Муха соображает, соотнося незнакомые очертания со знакомым ландшафтом.

– Не, там же Джунгли.

Фиговидец пожал плечами.

– Твоя проблемы в том, что ты не воспринимаешь это как проблему, – заметил я.

– Пойдём-ка, – сказал Муха, подумав. – Мы их тебе покажем. Заодно заберём Жёвку из школы. – Он вопросительно мне моргнул. – Ты напишешь поручительство?

– Уж лучше его выкупить. В счёт наследства.

– Ага. – И он добавил, обращаясь ко мне, но глядя на Фиговидца: – И дай ему свою коричневую куртку. – И Фиговидцу: – Это недалеко.

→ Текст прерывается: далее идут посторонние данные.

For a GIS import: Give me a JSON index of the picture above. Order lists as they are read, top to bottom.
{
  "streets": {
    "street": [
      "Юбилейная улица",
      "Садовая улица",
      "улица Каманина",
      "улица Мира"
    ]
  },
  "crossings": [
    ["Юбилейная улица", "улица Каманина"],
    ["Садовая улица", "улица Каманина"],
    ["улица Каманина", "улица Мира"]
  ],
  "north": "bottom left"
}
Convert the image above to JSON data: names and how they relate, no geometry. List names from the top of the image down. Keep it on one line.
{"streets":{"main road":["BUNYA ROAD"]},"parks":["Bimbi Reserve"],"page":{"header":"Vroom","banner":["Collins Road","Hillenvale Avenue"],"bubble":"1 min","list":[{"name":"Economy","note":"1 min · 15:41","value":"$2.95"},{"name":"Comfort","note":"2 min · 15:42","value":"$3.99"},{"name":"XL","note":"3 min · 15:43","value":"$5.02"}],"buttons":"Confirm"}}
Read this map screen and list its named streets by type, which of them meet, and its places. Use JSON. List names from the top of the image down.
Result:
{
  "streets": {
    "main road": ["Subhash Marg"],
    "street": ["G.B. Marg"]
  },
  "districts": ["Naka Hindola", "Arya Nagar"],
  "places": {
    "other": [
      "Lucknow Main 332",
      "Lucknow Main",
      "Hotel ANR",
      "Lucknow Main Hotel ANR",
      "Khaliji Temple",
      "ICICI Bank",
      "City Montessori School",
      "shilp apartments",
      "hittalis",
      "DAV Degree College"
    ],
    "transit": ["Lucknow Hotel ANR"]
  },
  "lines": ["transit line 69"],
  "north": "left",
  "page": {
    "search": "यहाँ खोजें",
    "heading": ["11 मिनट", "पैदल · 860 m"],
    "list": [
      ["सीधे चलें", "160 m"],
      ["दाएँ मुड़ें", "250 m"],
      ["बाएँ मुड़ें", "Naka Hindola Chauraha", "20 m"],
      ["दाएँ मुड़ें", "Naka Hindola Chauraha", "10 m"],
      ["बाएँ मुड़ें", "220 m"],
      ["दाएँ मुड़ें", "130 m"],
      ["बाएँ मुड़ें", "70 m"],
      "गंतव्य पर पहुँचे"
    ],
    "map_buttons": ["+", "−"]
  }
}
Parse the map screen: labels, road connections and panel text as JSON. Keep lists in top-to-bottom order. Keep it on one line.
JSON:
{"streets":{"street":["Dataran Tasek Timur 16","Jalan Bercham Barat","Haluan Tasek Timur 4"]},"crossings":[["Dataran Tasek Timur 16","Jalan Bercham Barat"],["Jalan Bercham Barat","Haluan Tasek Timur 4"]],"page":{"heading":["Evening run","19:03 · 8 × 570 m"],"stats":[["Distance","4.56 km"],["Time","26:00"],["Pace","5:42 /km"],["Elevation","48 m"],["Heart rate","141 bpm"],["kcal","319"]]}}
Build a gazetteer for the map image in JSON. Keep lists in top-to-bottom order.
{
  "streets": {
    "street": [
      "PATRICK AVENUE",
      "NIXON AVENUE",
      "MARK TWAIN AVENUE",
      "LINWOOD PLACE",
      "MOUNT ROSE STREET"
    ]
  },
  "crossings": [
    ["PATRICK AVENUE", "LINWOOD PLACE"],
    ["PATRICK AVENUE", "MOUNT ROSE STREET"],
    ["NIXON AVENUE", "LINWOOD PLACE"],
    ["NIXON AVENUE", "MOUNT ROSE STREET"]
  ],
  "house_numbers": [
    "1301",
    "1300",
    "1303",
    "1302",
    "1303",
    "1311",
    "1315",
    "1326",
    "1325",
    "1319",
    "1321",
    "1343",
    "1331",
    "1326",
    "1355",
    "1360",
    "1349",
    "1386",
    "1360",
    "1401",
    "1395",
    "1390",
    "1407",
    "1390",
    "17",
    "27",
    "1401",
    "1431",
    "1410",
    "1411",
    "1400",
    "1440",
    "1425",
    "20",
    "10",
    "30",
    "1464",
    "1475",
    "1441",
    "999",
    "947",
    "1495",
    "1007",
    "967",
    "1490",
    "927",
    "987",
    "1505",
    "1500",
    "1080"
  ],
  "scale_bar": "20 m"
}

Это было недалеко, но нам пришлось обогнуть китайский квартал, полоскавшийся на ветру – как флажки или бельё – резким чужим шумом. Фиговидец жадно косился в сторону этого шума, на уцелевшие грязно-жёлтые куски старой развалившейся стены, на бараки, и пагоды, и снующих людей, но терпел. Он даже не заикнулся о своем явном желании подойти ко всему этому поближе. Однако Муха перехватил и его взгляды, и желание.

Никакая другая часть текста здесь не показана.